On Foot: Walking Paths
The Bir area is so charming that one of the joys of getting around is doing so slowly, out in the open. The many villages and fields of greater Bir are interconnected by webs of walking trails. Do yourself (and the environment) a favor by getting out and walking as much as you can.
Approximate walking times:
- Between Bir proper (Upper Bir) and Tibetan Colony: ~20-25 minutes
- Between Chowgan Chowk and Tibetan Colony: ~10 minutes, along Chowgan Rd
- Between Bir proper and Ghornala: ~40-60 minutes on forest trails
- Between Tibetan Colony and Ghornala: ~50-70 minutes
- Between Tibetan Colony and Sherab Ling: ~50-70 minutes on forest trails, or around 60-80-minutes if walking along the road.
Buses: Up & Down the Hill
Buses ply the main north-south Bir Road fairly regularly, connecting Bir proper (Upper Bir) to the Bir Road turnoff on the NH20 (the highway). Following is an outline of the Bir Road bus route, showing the main stops. (If your destination is between two of the main stops, you can ask the driver or conductor to drop you off at any point along Bir Road.)
- Bir bus stand (Upper Bir main bazaar)
- Kotli (a village just below Bir proper)
- Upper Chowgan Road turnoff
- Chowgan Chowk* (intersection with Chowgan Road a.k.a. Colony Road)
- Bir Road market (at the turnoff from highway NH20)
* Note: the closest bus stop for the Tibetan Colony is at Chowgan Chowk, from where it’s around ten minutes to the Colony, give or take, on foot.
White compact taxis are usually in adequate supply in the Bir area, except when there are major events in town, at which time they can become scarce.
Where to Find Taxis in Greater Bir
- Bir proper: At the Upper Bir bus stand, in the centre of the main Bir bazaar.

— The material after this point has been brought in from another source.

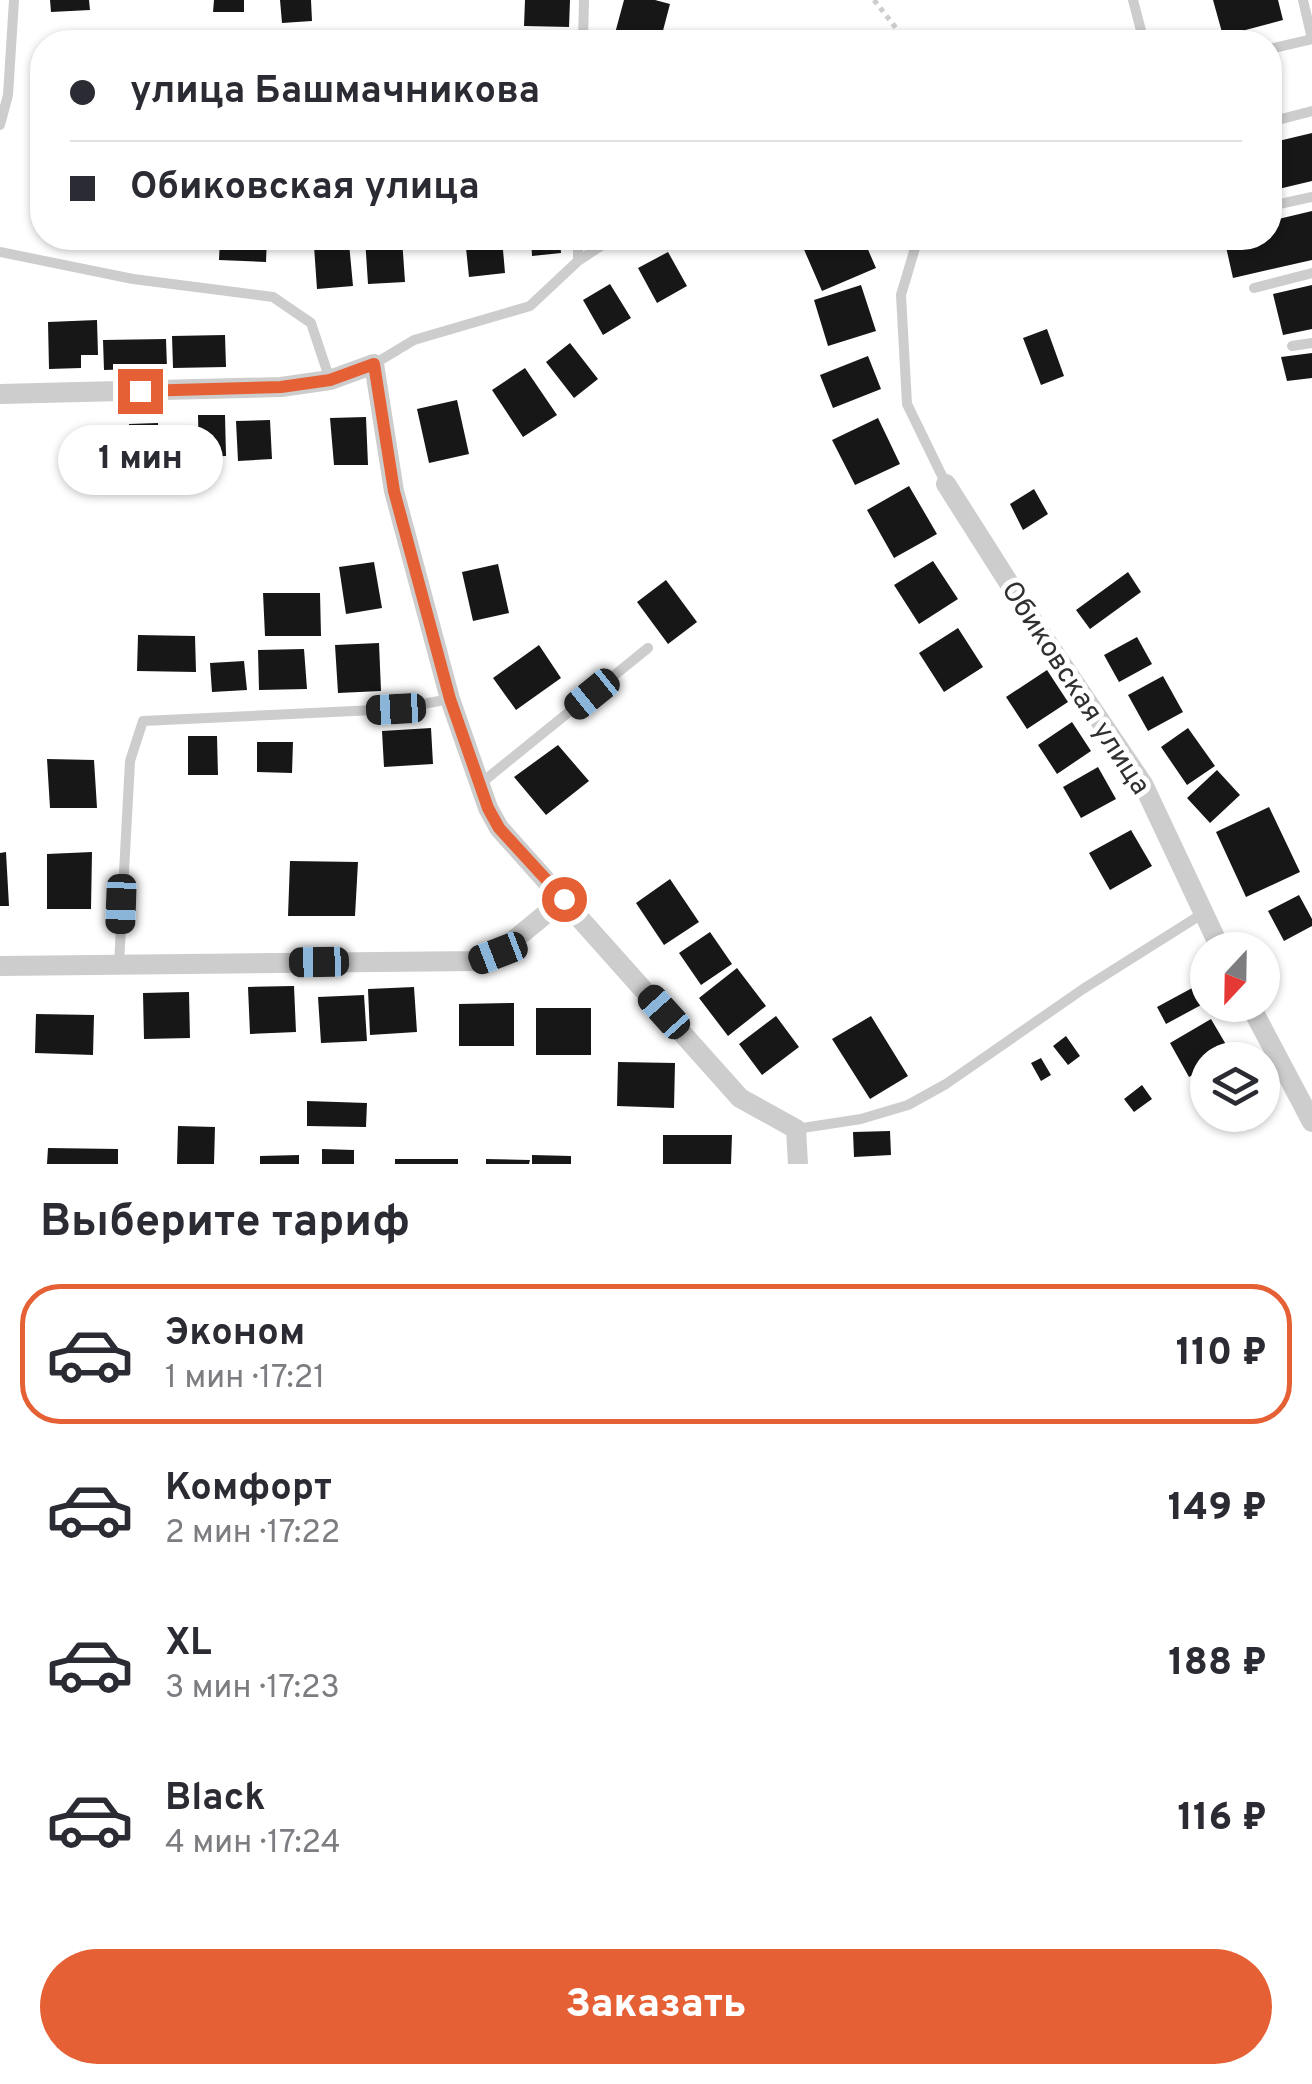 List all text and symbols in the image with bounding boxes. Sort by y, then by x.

- Tibetan Colony: In front of the bank in the small square in the centre of the colony.
- Central Chowgan: Sometimes one can find a taxi or two sitting at Chowgan Chowk, the intersection of Bir Road and Chowgan (Colony) Road. If not, the Tibetan Colony is the closest (but a local shopkeeper could save you the walk by calling one).
- Bhattu: There is often at least one taxi in the parking lot at Sherab Ling Monastery. If not, ask someone in the office or the shop to call one for you.
- Ghornala: There is no taxi stand in Ghornala, but taxis can be arranged by phone.
Taxi Fares in Greater Bir
SPECIAL NOTE ON TAXI FARES: All prices are subject to change, but in India the rate of inflation is even higher than in many other places, and this particularly true for fuel prices. So, if your taxi driver happens to ask for 10-20 rupees more than the prices listed here, please don’t assume you’re being cheated: It may be the case that the standard rates have recently increased due to inflation and we simply haven’t updated this list yet. If unsure, ask politely if your driver will accept the lower price. If not, there’s a fair chance the going rate has gone up (and, if so, please post in the comments to let us know so we can keep this list updated).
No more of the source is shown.